__TASK INPUTS__.
'''

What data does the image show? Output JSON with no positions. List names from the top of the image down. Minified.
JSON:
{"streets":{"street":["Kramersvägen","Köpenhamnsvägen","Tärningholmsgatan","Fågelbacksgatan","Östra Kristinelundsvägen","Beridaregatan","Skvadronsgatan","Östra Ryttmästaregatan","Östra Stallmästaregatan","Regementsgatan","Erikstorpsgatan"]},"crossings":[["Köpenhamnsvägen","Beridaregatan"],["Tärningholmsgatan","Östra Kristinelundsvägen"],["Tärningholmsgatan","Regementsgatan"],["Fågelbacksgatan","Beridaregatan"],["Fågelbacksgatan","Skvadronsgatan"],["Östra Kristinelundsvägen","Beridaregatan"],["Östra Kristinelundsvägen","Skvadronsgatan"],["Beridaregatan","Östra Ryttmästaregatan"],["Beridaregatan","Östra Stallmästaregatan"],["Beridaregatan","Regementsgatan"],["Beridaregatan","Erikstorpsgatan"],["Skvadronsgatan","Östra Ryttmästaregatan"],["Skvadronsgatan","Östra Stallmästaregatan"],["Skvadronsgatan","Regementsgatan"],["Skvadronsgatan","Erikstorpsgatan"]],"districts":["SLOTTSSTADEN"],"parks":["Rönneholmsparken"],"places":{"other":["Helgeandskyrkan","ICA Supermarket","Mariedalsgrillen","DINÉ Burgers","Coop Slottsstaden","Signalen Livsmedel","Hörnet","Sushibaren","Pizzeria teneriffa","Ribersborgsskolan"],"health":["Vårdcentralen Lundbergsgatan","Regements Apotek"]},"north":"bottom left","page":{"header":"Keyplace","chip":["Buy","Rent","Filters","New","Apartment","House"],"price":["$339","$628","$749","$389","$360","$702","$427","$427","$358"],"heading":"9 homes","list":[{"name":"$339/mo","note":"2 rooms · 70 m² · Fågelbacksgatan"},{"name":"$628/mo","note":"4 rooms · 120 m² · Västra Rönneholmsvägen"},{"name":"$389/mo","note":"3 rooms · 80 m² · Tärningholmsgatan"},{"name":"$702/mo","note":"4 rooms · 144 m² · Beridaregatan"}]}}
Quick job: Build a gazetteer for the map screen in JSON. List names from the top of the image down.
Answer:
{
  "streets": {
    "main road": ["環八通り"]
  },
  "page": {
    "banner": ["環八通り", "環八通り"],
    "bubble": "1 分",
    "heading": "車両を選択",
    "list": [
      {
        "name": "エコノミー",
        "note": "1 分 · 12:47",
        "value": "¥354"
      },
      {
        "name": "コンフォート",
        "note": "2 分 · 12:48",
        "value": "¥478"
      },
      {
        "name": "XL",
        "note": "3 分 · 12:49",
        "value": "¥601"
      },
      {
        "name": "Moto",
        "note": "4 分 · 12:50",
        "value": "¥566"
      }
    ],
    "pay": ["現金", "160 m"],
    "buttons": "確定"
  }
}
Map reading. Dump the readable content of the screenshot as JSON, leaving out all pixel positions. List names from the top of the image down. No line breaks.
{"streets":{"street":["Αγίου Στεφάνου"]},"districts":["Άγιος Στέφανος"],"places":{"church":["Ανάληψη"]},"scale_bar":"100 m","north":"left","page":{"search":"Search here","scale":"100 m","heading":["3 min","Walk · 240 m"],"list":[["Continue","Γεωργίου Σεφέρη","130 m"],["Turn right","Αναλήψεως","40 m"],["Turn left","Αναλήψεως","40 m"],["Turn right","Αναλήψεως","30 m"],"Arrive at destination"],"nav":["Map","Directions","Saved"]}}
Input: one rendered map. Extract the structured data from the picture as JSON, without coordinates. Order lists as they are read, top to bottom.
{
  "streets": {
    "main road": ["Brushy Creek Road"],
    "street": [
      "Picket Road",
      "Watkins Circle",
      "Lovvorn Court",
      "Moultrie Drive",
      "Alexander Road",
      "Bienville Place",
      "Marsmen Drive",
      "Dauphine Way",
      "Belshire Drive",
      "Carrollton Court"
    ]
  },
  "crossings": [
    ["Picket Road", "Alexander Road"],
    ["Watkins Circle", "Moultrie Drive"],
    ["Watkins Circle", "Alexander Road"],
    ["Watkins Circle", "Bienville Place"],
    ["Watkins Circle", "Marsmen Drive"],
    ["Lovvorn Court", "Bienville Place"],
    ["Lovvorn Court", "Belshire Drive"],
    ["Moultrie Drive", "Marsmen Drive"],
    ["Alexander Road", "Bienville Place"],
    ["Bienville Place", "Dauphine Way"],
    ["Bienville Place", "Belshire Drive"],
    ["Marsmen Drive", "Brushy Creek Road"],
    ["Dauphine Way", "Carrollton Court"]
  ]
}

'''

__ABOUT THIS EXERCISE__. The answer must be the line containing "Map reading. Dump" and every line after it to the end of the records, repeated exactly.

__RESPONSE TO THE TASK__.
Map reading. Dump the readable content of the screenshot as JSON, leaving out all pixel positions. List names from the top of the image down. No line breaks.
{"streets":{"street":["Αγίου Στεφάνου"]},"districts":["Άγιος Στέφανος"],"places":{"church":["Ανάληψη"]},"scale_bar":"100 m","north":"left","page":{"search":"Search here","scale":"100 m","heading":["3 min","Walk · 240 m"],"list":[["Continue","Γεωργίου Σεφέρη","130 m"],["Turn right","Αναλήψεως","40 m"],["Turn left","Αναλήψεως","40 m"],["Turn right","Αναλήψεως","30 m"],"Arrive at destination"],"nav":["Map","Directions","Saved"]}}
Input: one rendered map. Extract the structured data from the picture as JSON, without coordinates. Order lists as they are read, top to bottom.
{
  "streets": {
    "main road": ["Brushy Creek Road"],
    "street": [
      "Picket Road",
      "Watkins Circle",
      "Lovvorn Court",
      "Moultrie Drive",
      "Alexander Road",
      "Bienville Place",
      "Marsmen Drive",
      "Dauphine Way",
      "Belshire Drive",
      "Carrollton Court"
    ]
  },
  "crossings": [
    ["Picket Road", "Alexander Road"],
    ["Watkins Circle", "Moultrie Drive"],
    ["Watkins Circle", "Alexander Road"],
    ["Watkins Circle", "Bienville Place"],
    ["Watkins Circle", "Marsmen Drive"],
    ["Lovvorn Court", "Bienville Place"],
    ["Lovvorn Court", "Belshire Drive"],
    ["Moultrie Drive", "Marsmen Drive"],
    ["Alexander Road", "Bienville Place"],
    ["Bienville Place", "Dauphine Way"],
    ["Bienville Place", "Belshire Drive"],
    ["Marsmen Drive", "Brushy Creek Road"],
    ["Dauphine Way", "Carrollton Court"]
  ]
}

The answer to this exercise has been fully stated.